Re: Swapping algorithm

David S. Miller (davem@caip.rutgers.edu)
Tue, 30 Apr 1996 00:16:48 -0400


Date: Mon, 29 Apr 1996 21:46:43 +0100 (BST)
From: "J.J. Burgess" <92jjb@eng.cam.ac.uk>

Here is a more considered view of how this might be done, its the
most efficient and easiest way I can think of.

Swapping handles 3 differnt things:

1. Clear out unused pages - init code etc.
Done already (poorly) can be done slowly
results in page out (not swap) of clean
code segments.

Speculative unpaging is great for this,
every time memory starts getting short,
or load gets very low we should look for
these. When we actually need to swap, we
look first at pages who were unmapped ageas
ago and haven't been accessed since.

Maybe make a seperate kernel thread than kswapd that does this, maybe
call it "vmscrubd" ;-)

2. Get rid of most infrequently used pages.

Ok, you're getting to the point where the information we keep around
now (which is basically limited history LRU) is not really enough for
a really robust and smart swapper.

3. Sequentially accessed data, too much to hold at once

I think that with our current stuff we could easily modify it to
detect whether sequential or basically random accesses are causing
swaps to happen. Something like:

vmscan() {
if(current->page_we're_bringing_in - PAGE_SIZE ==
current->last_page_we_brought_in)
current->sequential_swap = 1;
else
current->sequential_swap = 0;
}

You get the idea.

Speculative unmapping copes with all this, and since a
heavy paging currently results in much idle time,
waiting on disc access, hopefully we'll have a lot
of spare time to do this.

One of the main points in the idea Larry McVoy is trying to push, and
I am as well, is that yeah you're sitting there waiting for a page to
come in but in the _same_ amount of time you could bring in an entire
sector of swap pages. We eat an entire rotational delay worse case
for each swapin of a page, we should be using that "idle" time to our
advantage. 56kb swap clusting does this, it would require a bit of a
rework of the swapping code right now to get it doing what it should,
but this added to the sequential vs. random swap detection it would be
nice (ie. we bypass this clustering crap if we see random access
patterns).

If you want something truly wicked, for the random case we can put
them all into similar sectors (ie. away from sectors used for
clustered swaps) and many times we'll end up being able to ask for a
huge chunk of that random swap sector because random swap page
requests have piled up in the right way. Here is where we can get
some cool performance numbers no one else can.

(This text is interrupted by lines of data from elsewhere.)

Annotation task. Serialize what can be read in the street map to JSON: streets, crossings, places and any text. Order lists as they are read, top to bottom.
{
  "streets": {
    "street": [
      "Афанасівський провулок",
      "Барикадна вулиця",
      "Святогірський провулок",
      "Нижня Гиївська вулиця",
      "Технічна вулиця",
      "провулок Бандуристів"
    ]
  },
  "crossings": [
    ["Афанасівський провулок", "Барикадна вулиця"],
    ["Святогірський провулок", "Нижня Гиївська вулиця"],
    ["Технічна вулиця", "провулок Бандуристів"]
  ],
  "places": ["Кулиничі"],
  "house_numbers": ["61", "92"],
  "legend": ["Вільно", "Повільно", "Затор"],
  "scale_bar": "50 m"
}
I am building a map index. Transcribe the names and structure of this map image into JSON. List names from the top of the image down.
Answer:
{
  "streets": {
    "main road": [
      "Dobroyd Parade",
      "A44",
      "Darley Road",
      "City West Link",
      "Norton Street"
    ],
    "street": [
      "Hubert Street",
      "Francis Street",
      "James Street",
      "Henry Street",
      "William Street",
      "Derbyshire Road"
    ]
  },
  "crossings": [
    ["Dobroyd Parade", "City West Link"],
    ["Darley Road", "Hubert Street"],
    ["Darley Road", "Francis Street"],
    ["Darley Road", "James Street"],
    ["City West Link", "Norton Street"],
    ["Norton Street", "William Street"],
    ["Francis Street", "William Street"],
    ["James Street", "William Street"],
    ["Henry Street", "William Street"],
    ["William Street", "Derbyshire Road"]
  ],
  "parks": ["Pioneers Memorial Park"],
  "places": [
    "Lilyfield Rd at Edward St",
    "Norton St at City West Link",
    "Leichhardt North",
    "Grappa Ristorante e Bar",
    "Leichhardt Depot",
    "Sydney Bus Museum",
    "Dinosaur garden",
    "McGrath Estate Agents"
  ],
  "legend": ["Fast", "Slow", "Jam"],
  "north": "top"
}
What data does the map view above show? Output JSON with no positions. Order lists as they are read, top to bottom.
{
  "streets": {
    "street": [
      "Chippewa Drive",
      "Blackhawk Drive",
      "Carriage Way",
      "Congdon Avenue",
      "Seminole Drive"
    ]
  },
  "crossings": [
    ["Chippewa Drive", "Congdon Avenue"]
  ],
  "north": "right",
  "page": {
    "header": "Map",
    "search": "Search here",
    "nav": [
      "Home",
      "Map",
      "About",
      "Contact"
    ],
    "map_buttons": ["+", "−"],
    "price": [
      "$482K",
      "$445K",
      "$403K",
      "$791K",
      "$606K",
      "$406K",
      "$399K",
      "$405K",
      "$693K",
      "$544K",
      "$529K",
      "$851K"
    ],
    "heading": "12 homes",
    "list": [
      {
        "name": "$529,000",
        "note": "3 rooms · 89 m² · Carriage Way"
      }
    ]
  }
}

Swapping policy: Swap pages who have been unmapped the longest,
by including with all pages a time reference, in jiffies, which
as well as the status (normal, unmapped, swapped) tells us when
it was swapped out, swapped in or last accessed (from unmapping) or when unmapped.
i.e. the last time it changed status.

How do we do the unmapping?
- Surely we can use most of the current swapping code, to unmap but
not swap out the processes access to a page of memory, generating a
page fault on access, where upon we give the page back and update
our last_accessed time.

How do we choose what to unmap?
- ?
We don't want to unmap pages too frequently, although the penalty in time
of unmapping a page is surely a lot less than swapping.

Unmap is cheap, do it whenever it seems reasonable, however avoid the
case where a page has been around a long time but is the processes
working set still (ie. a loop that runs forever, you never want to
swap somethingl like that out).

How often do we do the unmapping?
- ?
Perhaps all the time we're idle, the only penalty is an increase in the process
execution time as it slowly gets its pages back. However if this was happening
for every page the CPU accessed this wouldn't be good.
Implementing a mechanism to back off unmapping frequently used pages is hard.

You can modify the clock hand of the vmscan algorithm to have some
kind of knowledge of where "dry" areas are in the free page pool,
pages older than X jiffied plus !(modified || referenced) are
considered "dry".

If we unmap all memory with a (guess) penalty of 1ms overhead.
16M / 4k = 4096 pages. i.e. 4 seconds for whole sweep, this is a long time
we must do it in an order fashion, a bit at a time.

Cluster the unmaps and you get 16M / 56k == .3 seconds. But 56k is
our max clustering size and we can't cluster unmaps some of the time,
so it's probably more like 2 seconds with clustering.

We can use the 'last time was known accessed' to determine what we unmap.
Maybe we sweep the page tables and unmap these pages, these will then
have there timers updated if and when they are again accessed.

See my "dry" pages idea above.

In addition to the above swapping policy, if we have a whole load of sequential
pages all unused for a similarly long period of time we swap them all rather
than just individually. How do we decide how close is close who knows?
This will have to be tested and tuned. - Maybe we could unmap them all
simultaneously, unmap an entire process address space at once maybe. Seems
a bit rough on the process, not quite as bad as swapping it all though.

Certainly tested and tuned. The swap tester of yours can be modified
to do two different kinds of runs, one sequential (like you do now)
and one completely random (using a seed for random() from
/dev/urandom).

Doing all the above will guarantee we don't swap out frequently used pages,
although I don't have a heavy swapping system myself (16M Ram) so I don't
have much experience of what people do in very bad swap situations.

Do some make -j's, on even 24mb machines this can create bad swap
situations and really cool races/deadlocks in your swapping
algorithm.

Later,
David S. Miller
davem@caip.rutgers.edu